Sofia stayed beside her, one arm wrapped around Bree’s leg as she stared up at Jackson. Bree smoothed hair that had been mussed by Sofia’s winter hat.

“This is Jackson. He’s—” She looked at him. Was he ready for this?

“I’m Papà .” Jax crouched and let one knee touch the floor, then braced his hand on his thigh. “That’s how we say Daddy in Italy. Do you want to try it?”

Bree’s heart lurched.

Sofia was still hugging her leg and looked up at her.

Bree nodded, throat tight. “If you want to.”

“Papà?” Sofia looked at him shyly.

“Perfect.” A slow, proud smile spread across Jax’s face.

Sofia smiled back.

Bree’s heart writhed with emotions she couldn’t name. The connection was forming before her eyes. It was beautiful in the most painful way and painful in a beautiful way.
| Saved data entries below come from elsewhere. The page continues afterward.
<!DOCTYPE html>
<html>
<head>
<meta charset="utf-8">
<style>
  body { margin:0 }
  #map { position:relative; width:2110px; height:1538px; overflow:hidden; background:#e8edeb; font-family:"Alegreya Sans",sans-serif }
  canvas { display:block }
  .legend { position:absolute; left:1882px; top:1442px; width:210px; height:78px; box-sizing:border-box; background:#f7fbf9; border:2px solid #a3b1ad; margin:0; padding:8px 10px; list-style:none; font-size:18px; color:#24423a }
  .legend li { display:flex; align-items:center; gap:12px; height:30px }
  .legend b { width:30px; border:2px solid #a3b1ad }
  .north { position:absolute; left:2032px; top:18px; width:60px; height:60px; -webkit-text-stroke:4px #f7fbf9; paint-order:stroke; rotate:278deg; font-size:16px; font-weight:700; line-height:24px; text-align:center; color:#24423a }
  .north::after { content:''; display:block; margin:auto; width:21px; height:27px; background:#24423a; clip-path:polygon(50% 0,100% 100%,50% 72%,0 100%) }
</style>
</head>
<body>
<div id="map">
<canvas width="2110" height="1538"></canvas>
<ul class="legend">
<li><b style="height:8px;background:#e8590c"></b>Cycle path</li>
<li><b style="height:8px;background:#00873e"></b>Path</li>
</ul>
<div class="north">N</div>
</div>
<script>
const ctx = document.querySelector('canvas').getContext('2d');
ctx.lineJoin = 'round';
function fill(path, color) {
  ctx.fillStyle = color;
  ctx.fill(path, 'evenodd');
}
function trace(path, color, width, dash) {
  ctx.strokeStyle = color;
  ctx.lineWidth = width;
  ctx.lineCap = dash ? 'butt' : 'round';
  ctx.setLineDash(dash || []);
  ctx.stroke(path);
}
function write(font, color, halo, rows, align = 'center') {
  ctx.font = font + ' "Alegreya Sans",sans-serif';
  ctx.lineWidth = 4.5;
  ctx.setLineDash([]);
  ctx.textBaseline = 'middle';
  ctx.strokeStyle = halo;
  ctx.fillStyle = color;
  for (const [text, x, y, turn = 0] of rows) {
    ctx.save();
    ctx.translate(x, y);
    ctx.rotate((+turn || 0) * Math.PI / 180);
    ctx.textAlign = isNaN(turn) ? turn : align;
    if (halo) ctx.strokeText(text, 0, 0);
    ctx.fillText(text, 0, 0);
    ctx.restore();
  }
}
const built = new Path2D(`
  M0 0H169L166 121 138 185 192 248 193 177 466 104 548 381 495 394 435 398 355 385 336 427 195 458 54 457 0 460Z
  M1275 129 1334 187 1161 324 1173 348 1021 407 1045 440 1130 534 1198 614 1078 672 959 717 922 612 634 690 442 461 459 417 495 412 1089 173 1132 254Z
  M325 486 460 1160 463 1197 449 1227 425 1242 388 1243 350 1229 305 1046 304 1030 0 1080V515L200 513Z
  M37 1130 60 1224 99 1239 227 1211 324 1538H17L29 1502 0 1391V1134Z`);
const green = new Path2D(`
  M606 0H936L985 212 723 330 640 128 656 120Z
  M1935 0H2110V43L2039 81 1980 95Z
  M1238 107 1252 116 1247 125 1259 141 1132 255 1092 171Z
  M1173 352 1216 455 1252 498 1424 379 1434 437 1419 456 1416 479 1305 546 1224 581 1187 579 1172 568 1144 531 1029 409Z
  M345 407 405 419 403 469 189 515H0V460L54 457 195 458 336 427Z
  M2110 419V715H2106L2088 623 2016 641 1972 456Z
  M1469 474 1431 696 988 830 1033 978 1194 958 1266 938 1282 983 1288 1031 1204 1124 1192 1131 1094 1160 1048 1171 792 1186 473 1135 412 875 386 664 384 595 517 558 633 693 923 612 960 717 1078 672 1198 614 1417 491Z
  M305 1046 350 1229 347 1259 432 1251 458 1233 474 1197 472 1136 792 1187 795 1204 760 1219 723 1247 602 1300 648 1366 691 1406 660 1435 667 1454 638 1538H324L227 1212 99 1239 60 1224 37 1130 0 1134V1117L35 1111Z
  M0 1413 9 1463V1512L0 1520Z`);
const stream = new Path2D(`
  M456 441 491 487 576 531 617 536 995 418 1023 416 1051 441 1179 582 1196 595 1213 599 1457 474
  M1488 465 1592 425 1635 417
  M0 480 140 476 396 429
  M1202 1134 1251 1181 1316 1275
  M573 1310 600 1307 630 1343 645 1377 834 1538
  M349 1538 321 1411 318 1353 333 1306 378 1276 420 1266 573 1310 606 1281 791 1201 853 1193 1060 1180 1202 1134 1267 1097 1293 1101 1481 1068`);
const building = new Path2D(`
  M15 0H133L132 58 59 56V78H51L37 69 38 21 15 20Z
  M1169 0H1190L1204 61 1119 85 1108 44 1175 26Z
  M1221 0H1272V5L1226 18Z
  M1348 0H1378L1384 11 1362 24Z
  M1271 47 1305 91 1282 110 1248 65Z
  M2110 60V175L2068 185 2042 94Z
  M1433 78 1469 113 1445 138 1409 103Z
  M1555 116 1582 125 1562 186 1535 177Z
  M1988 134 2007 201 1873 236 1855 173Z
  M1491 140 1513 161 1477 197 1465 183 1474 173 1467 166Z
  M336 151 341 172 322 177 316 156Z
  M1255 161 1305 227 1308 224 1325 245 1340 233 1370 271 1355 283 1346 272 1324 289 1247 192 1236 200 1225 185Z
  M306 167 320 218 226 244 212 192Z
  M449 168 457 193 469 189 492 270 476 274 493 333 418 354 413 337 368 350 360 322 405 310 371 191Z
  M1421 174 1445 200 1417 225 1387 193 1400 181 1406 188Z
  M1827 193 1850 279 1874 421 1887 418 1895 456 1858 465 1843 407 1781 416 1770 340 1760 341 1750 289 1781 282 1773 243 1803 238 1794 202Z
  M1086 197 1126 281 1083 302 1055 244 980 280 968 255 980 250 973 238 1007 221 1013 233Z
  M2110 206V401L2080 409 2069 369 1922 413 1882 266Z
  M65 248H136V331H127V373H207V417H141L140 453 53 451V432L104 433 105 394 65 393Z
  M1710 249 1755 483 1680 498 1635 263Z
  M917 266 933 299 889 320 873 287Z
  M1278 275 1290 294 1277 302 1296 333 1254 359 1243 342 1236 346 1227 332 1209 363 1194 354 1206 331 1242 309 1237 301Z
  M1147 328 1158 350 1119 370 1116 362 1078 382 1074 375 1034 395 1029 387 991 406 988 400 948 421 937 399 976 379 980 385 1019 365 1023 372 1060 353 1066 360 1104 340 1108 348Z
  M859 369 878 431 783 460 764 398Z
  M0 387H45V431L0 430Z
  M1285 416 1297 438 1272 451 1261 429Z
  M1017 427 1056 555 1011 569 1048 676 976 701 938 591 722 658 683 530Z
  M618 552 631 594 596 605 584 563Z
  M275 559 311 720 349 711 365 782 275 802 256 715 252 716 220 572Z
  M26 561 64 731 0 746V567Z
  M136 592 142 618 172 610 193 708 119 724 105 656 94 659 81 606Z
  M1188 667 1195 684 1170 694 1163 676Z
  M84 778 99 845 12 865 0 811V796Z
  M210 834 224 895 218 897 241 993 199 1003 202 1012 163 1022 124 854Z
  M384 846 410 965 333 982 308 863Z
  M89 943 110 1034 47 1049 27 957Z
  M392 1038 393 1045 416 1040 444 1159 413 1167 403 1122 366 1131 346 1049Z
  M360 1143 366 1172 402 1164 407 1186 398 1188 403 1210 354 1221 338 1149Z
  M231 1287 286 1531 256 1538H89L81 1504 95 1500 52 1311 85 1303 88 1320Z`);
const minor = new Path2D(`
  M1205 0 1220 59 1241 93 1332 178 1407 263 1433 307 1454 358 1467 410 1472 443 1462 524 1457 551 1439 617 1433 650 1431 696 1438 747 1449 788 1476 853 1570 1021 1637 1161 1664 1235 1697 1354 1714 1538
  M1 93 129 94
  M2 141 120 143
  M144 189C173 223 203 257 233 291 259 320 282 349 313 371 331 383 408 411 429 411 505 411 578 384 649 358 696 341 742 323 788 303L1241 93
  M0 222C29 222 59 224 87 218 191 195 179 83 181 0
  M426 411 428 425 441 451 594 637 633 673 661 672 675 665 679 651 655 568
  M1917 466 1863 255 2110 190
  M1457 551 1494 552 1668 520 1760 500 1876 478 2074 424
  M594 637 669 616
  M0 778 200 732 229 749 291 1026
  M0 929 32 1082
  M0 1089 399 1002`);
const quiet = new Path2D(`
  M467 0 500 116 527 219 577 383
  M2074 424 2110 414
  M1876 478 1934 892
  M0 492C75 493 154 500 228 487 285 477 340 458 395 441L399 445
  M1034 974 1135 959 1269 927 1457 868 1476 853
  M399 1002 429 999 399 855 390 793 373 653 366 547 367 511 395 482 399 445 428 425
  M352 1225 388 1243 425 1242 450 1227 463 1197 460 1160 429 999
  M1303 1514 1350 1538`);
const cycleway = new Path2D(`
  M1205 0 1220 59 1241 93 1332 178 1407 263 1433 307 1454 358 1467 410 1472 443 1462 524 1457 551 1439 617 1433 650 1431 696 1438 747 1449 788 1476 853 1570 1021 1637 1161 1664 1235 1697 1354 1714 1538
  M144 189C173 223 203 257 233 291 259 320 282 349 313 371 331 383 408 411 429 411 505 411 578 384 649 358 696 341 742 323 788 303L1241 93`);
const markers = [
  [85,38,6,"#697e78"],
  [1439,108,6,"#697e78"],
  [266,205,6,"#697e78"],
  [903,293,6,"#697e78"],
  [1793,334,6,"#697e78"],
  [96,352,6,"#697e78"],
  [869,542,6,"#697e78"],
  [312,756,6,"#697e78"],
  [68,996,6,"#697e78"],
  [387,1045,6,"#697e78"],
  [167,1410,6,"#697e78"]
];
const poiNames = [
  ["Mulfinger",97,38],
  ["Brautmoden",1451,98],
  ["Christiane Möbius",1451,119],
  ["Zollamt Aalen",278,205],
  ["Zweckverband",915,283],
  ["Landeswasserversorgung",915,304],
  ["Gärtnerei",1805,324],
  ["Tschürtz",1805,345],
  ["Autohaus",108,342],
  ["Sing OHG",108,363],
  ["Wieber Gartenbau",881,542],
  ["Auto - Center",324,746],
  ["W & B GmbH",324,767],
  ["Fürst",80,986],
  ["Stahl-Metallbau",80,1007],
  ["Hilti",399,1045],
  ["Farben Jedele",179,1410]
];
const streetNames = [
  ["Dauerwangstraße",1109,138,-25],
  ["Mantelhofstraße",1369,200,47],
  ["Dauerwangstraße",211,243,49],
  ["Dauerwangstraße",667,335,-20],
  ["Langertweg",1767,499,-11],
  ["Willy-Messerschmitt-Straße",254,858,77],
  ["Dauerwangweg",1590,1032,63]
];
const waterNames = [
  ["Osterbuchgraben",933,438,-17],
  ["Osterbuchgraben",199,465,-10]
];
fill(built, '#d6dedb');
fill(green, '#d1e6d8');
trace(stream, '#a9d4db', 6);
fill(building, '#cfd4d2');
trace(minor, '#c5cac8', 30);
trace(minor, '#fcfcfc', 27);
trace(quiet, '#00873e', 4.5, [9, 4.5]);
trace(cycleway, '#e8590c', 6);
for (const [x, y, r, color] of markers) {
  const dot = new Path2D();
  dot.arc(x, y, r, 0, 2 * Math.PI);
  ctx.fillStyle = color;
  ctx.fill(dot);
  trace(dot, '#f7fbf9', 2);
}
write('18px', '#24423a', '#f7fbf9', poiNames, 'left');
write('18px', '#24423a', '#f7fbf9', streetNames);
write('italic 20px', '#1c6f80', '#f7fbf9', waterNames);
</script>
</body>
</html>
“There’s something important I need to tell you, Sofia,” Jax continued in a quiet, somber tone. “I didn’t know about you. I should have asked your mama for her phone number when we met, but I didn’t. That was my mistake. If I had, you would already know me. I’m very sorry it took so long for me to come see you, but I’m here now. You’ll always know how to find me from now on.”

Oh. Bree swallowed back the heart rising into her throat, then it was pulled clean out of her body by her daughter.

Sofia stepped across the space. Her small arms splayed out, trying to hug Jackson’s wide chest. Her little head rested on his shoulder for the length of a couple of heartbeats while she said, “That’s okay. We still love each other. You can do better next time.”

Shock blanked Jax’s expression.

Bree covered her laugh, but she was also tearing up. It was exactly how she and Sofia made up after a spat. Usually, it was Sofia kicking up and having to apologize, but Bree always reassured her that her love never faltered. It seemed her daughter had absorbed how to be gracious in accepting remorse.

As Jax’s arms twitched to wrap around her, Sofia darted back to clasp Bree’s leg again. She looked up at her with an anxious look that asked, Did I do it right?

“That was very well done,” Bree assured her with another stroke of her hair, blinking the dampness from her eyes.

“Can I have screen time?” Ah, the attention span of a preschooler.

“You can wash your hands and we’ll all have a snack. Then we’ll talk about screen time.”

“Deal!” Sofia ran into the bathroom.

There was a scraping sound as Sofia dragged her step stool to the sink, then she began to sing “Happy Birthday.”

Jackson uncoiled to stand, the movement seeming to take great effort. His expression was stunned, as though Sofia had been a linebacker who had leveled him into the ground and his ears were still ringing.

That’s what Bree thought, anyway, until his gaze flashed into hers, alight with purpose. Then she realized his gradual unfolding was actually the energy of a panther leaping in slow motion.

“You’re coming to Italy,” he told her.

“No, Jax.” She kept her voice down and shook her head, but had the sense that she was the one who was reacting too slowly. Invisible paws were closing around her, sharp talons extending to trap her in an inescapable cage.

“Yes,” he continued as though she hadn’t spoken. “And I think we should marry.”